7. A battery comprising:

at least one electrode assembly, each electrode assembly comprising a separator and two electrodes each of which is disposed on each surface of the separator;

a case covering an exterior of the electrode assembly; and

a film for preventing an internal short-circuit in the battery,

wherein the film comprises a mesh structure that comprises a plurality of pores and a plurality of strands,

wherein the plurality of the pore are formed between the plurality of the strands by weaving the plurality of the strands.

8. The battery according to claim 7, wherein the film is attached to at least a portion of a surface of the electrode assembly.

9. The battery according to claim 7, wherein the film is interposed between the electrode assembly and the case.

10. The battery according to claim 7, wherein the film is attached to at least a portion of a surface of the case.

11. The battery according to claim 7, wherein the battery comprises a plurality of the electrode assemblies, and the film is interposed between each the electrode assembly.
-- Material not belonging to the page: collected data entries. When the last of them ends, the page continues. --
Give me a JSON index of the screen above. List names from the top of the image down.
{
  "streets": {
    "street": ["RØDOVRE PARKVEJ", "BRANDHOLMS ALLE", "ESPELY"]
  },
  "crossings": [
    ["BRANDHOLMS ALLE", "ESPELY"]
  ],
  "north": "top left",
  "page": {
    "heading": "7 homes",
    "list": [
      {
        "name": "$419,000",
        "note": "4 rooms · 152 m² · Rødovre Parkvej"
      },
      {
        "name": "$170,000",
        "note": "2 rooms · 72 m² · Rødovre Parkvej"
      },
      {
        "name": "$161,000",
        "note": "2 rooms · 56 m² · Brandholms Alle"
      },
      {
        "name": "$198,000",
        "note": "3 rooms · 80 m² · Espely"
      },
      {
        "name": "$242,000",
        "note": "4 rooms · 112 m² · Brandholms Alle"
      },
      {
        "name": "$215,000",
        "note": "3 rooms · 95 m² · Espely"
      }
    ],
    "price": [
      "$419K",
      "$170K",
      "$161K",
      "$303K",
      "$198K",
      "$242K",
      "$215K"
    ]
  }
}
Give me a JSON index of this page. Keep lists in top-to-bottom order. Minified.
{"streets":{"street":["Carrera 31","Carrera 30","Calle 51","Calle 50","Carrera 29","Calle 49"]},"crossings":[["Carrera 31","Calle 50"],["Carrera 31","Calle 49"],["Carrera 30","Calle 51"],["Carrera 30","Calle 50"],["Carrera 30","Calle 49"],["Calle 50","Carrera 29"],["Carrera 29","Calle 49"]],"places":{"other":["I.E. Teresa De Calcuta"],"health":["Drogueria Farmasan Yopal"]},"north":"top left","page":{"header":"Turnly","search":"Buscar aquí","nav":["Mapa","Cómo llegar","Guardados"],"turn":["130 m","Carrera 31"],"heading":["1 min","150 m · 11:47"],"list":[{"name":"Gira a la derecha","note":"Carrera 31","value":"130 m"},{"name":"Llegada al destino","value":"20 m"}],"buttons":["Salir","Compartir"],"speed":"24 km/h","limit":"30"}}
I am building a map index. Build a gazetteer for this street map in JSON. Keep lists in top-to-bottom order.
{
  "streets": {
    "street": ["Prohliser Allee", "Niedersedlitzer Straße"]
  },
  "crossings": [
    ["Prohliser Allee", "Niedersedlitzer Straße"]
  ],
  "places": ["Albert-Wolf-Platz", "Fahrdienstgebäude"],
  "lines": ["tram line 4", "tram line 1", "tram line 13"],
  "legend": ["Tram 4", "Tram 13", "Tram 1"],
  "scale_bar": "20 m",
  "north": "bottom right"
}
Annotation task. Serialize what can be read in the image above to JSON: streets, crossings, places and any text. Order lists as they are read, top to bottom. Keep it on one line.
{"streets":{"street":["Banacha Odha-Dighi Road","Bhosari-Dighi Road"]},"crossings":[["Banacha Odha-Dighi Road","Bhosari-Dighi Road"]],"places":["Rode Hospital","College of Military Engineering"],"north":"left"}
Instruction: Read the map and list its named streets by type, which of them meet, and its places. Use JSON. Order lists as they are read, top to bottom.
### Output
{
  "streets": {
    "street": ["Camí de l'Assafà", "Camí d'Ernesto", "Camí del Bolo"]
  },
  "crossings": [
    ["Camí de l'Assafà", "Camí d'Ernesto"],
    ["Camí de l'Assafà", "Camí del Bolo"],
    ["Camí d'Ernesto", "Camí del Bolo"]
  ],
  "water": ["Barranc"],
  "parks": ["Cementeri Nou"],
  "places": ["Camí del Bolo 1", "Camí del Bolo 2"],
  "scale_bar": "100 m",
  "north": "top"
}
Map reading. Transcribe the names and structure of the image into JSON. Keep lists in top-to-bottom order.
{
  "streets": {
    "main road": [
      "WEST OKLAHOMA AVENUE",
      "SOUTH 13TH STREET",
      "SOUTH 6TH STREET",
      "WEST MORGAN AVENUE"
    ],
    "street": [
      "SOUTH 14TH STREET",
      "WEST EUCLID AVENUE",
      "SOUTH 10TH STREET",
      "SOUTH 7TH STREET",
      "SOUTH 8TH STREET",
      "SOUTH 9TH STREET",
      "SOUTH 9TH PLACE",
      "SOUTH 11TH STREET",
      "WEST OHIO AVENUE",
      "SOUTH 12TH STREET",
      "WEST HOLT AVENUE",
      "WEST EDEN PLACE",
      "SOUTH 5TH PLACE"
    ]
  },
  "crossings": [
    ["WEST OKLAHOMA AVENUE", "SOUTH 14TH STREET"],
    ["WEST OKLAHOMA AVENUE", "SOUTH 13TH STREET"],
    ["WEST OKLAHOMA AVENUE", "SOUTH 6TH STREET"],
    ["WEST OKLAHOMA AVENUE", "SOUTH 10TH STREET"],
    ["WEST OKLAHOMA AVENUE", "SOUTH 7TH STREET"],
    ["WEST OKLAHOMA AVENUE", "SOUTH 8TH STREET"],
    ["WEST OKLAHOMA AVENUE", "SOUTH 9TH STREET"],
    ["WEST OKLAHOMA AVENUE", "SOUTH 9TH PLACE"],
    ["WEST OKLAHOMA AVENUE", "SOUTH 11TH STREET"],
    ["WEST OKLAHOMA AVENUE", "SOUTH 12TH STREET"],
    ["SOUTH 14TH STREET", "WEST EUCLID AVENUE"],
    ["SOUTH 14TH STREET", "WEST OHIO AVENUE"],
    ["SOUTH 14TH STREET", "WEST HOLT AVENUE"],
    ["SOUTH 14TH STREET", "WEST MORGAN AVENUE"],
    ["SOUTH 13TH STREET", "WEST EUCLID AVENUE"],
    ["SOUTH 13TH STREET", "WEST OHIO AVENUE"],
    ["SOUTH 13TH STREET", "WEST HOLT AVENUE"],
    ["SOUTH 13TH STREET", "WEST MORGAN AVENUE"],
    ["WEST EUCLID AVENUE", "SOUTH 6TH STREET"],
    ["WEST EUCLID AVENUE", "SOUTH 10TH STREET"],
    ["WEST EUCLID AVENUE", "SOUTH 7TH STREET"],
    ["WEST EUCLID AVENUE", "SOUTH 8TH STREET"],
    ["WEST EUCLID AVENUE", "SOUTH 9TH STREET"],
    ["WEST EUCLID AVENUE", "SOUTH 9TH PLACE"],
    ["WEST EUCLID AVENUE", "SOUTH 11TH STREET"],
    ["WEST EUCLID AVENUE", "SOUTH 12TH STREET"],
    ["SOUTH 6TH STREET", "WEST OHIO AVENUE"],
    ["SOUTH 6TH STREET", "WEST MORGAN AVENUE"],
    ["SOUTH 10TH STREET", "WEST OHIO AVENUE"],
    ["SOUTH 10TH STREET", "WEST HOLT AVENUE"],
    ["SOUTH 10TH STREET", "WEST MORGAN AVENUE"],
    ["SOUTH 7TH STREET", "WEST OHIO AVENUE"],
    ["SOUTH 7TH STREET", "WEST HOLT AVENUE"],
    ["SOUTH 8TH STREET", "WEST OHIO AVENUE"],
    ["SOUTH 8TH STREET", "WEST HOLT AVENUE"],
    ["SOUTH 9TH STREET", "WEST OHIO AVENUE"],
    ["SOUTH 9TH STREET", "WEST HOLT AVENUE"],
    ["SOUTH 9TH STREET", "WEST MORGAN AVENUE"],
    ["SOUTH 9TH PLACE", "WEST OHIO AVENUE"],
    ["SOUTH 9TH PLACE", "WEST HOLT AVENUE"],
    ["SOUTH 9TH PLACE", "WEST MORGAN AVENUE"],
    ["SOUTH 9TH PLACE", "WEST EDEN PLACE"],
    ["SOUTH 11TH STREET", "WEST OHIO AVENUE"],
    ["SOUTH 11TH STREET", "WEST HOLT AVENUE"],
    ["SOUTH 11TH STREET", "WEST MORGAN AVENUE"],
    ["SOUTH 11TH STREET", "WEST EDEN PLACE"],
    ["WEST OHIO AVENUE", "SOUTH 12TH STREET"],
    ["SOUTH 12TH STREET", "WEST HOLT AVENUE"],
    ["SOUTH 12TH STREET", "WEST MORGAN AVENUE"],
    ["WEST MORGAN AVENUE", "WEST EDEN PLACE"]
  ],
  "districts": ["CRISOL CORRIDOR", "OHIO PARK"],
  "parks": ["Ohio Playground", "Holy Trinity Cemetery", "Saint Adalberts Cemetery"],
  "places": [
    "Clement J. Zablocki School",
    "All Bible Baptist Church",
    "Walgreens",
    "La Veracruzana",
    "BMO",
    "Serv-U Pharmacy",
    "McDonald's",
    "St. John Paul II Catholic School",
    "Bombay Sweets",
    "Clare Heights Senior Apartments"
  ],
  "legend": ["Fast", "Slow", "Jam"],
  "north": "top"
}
12. A vehicle comprising a battery of claim 7.

13. A method of producing a film for a battery, the method comprising:

weaving a plurality of strands comprising an insulating material to provide a mesh structure,

wherein a plurality of pores are formed between the plurality of the strands.

14. The method of claim 13, wherein the strand comprises synthetic fiber.

15. The method of claim 13, wherein the strand comprises at least one selected from the group consisting of polyethylene terephthalate (PET), polyamide (PA), polyether ether ketone (PEEK), polytetrafluoroethylene (PTFE), and polyvinylidene fluoride (PVDF), and a combination of two or more thereof.

16. The method of claim 13, wherein the mesh structure is at least any one of a plain square structure, a plain reverse dutch structure, a twill weave structure, and a stain weave structure, or a combination of two or more thereof.

17. The method of claim 13, wherein a diameter of each the strand ranges from about 25 to about 500 μm, and a width of each the pore ranges from about 1 to about 500 μm.

18. The method of claim 13, wherein a thickness of the mesh structure ranges from about 30 to about 500 μm.